Topological Vector Data Model

Topology: geometric properties that do not chance with changes shapes, specifically the following properties:

  • adjacency
  • connectivity
  • containment

A topologically defined model can have its shape changed (or warped) and still retain its properties.

  • Advantages
    • data storage reduced (boundary arcs stored once)
    • explicit neighbor relations maintained
      • useful for cleaning, digitizing, analysis, and queries
  • Disadvantages
    • computational overhead
    • draws slower

Topological versus Non-Topological Editing

Snapping

Given a snap tolerance, points and lines can be combined into shared boundaries. Essentially, points are automatically set to have the same coordinates. They become magnetic. Position errors can stem during build processes, especially when digitizing.

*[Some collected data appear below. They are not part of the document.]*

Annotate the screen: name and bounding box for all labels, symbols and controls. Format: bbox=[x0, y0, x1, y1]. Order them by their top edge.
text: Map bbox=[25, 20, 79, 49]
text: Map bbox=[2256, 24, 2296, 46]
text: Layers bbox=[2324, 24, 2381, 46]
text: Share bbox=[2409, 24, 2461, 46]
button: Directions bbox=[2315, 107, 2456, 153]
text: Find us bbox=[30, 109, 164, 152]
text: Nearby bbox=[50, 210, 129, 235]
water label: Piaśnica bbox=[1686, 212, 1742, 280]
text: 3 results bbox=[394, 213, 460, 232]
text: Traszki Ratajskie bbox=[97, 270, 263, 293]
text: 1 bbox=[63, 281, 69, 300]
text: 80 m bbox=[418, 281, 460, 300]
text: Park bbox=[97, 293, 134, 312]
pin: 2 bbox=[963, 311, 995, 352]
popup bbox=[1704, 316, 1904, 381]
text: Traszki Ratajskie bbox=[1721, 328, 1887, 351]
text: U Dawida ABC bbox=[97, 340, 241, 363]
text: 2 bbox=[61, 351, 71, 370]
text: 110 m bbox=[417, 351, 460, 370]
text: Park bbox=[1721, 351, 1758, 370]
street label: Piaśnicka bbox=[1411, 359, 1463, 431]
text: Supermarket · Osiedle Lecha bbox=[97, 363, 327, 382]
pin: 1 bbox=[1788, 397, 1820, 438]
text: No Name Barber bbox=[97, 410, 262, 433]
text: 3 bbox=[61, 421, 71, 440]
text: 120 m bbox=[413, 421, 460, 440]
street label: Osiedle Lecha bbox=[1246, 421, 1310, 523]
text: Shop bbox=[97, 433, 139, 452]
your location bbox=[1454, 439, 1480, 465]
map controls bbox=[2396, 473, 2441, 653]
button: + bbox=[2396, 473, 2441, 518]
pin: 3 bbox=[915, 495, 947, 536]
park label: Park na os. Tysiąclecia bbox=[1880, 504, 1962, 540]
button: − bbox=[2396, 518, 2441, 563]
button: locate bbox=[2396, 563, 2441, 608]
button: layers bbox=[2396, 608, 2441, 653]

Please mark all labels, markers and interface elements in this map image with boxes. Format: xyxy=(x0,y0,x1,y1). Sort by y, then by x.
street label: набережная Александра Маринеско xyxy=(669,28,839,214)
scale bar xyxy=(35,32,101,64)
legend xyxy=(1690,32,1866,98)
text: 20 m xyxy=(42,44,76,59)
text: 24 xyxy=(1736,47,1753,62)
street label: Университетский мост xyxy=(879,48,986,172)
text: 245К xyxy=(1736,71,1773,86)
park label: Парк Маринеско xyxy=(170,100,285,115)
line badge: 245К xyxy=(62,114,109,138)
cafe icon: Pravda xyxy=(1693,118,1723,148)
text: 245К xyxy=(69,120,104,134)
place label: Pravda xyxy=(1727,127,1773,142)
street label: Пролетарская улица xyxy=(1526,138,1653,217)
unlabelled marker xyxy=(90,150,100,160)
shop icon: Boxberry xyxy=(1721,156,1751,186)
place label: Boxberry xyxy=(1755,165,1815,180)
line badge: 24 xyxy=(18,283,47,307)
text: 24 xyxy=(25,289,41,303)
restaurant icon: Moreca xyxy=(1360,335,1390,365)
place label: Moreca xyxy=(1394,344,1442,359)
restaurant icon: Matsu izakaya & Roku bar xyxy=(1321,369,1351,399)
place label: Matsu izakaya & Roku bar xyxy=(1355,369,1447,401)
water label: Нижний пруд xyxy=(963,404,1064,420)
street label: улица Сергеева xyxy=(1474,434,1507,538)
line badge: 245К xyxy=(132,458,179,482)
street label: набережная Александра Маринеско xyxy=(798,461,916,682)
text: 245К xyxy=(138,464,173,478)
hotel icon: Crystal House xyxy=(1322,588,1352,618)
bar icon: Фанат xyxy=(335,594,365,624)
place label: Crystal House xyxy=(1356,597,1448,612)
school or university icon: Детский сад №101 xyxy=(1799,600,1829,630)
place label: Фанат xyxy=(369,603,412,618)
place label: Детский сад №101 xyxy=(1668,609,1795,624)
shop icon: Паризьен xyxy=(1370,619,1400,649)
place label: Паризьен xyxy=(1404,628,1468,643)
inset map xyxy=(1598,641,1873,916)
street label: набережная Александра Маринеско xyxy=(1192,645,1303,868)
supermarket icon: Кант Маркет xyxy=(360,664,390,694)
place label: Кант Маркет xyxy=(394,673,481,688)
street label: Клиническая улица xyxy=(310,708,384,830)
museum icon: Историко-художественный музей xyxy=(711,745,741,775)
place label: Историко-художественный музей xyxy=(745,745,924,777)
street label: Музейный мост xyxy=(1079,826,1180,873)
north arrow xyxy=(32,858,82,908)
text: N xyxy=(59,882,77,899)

Snap tolerance must be chosen carefully:

  • undershooting: node does not quite reach other node or line
  • overshooting: lines cross over existing nodes or lines
  • rule of thumb: should be smaller than the desired positional accuracy

Advanced Data Model with Applied Topology

  • Network Models
    • routes
    • hydrology (i.e. river networks with help in flooding scenarios)
    • other models with attributes that can affect a cost
    • can get very complex
    • given a topologically regulated network, can change shape without changing properties, must follow:
      • adjacency
      • connectivity
      • containment
  • Triangular Irregular Networks (TINs)
    • create a network over a landscape with triangles to represent terrain elevation via a topological network
    • points (nodes) can be actual measured references
    • edges are formed between the nodes
    • the triangular faces are known as facets
    • adhere to the topological properties:
      • adjacency
      • connectivity
      • containment

Topology Rules (ArcGIS Specific)

Vector Operations

Vector operations are used in spatial data analysis on vector data models. Vector operations can be applied with functions and can have one-to-one or many-to-one type inputs and outputs.

Simpson’s Rule

Calculate the geometry or area from coordinates.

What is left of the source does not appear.